(EXERCISE DETAILS): First find the line with "Quick job: Transcribe" in the entries below, then set down exactly every line through the line with "Serialize what can", that line included.

Stored items
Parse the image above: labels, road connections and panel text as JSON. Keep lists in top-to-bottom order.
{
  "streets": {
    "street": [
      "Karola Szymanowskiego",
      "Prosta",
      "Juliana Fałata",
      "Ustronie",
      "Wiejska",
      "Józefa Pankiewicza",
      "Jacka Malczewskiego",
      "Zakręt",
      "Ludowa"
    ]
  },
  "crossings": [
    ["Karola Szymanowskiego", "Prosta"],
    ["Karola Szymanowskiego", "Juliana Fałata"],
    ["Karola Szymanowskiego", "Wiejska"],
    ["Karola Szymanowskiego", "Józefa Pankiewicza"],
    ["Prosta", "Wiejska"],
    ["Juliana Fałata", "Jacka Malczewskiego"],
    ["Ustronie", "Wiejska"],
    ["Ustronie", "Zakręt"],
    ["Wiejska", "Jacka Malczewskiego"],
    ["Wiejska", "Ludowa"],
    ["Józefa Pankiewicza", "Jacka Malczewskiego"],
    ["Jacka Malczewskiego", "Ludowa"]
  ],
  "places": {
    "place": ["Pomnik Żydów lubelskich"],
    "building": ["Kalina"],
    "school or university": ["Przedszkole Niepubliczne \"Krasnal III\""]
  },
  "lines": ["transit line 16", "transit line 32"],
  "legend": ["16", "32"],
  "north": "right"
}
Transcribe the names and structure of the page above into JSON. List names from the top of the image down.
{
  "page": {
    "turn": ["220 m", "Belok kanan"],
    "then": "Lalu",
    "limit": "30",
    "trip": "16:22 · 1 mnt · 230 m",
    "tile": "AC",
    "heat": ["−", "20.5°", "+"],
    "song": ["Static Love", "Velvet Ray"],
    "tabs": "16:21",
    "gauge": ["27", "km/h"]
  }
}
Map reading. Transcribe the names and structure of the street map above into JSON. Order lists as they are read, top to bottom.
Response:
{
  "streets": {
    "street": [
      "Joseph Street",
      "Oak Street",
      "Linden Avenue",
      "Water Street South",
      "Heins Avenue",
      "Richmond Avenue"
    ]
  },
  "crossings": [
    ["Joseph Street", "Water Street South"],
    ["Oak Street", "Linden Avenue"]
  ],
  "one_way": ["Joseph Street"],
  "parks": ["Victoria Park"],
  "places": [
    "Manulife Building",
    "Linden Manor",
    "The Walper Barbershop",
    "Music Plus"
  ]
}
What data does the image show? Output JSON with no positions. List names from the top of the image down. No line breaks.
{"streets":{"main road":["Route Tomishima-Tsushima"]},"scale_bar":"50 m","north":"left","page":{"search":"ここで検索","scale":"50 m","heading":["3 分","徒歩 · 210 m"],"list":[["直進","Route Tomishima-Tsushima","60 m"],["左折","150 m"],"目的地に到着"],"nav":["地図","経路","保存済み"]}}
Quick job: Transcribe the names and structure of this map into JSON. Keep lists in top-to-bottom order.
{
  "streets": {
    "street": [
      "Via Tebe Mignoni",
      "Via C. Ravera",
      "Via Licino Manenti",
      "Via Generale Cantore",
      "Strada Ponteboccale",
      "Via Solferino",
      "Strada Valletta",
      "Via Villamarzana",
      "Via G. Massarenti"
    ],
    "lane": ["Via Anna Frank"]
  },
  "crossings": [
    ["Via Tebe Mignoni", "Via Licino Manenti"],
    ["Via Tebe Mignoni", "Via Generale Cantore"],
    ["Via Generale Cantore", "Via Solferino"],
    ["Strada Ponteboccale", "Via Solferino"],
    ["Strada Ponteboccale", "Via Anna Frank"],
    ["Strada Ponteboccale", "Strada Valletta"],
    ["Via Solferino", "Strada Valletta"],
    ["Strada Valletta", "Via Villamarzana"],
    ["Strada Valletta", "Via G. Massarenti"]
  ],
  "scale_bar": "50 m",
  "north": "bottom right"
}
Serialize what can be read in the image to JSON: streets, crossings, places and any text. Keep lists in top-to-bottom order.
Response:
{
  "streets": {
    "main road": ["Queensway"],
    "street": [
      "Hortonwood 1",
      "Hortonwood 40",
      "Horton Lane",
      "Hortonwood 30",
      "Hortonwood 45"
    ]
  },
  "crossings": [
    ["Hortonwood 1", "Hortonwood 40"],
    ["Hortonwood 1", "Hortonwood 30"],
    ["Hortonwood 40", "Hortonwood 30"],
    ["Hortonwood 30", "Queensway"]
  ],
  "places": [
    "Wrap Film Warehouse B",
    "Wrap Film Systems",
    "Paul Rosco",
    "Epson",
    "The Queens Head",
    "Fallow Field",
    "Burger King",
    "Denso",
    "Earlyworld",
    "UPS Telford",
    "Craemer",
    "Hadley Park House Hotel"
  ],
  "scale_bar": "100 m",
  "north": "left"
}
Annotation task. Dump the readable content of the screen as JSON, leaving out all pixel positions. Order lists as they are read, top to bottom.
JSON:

(TASK RESULT):
Quick job: Transcribe the names and structure of this map into JSON. Keep lists in top-to-bottom order.
{
  "streets": {
    "street": [
      "Via Tebe Mignoni",
      "Via C. Ravera",
      "Via Licino Manenti",
      "Via Generale Cantore",
      "Strada Ponteboccale",
      "Via Solferino",
      "Strada Valletta",
      "Via Villamarzana",
      "Via G. Massarenti"
    ],
    "lane": ["Via Anna Frank"]
  },
  "crossings": [
    ["Via Tebe Mignoni", "Via Licino Manenti"],
    ["Via Tebe Mignoni", "Via Generale Cantore"],
    ["Via Generale Cantore", "Via Solferino"],
    ["Strada Ponteboccale", "Via Solferino"],
    ["Strada Ponteboccale", "Via Anna Frank"],
    ["Strada Ponteboccale", "Strada Valletta"],
    ["Via Solferino", "Strada Valletta"],
    ["Strada Valletta", "Via Villamarzana"],
    ["Strada Valletta", "Via G. Massarenti"]
  ],
  "scale_bar": "50 m",
  "north": "bottom right"
}
Serialize what can be read in the image to JSON: streets, crossings, places and any text. Keep lists in top-to-bottom order.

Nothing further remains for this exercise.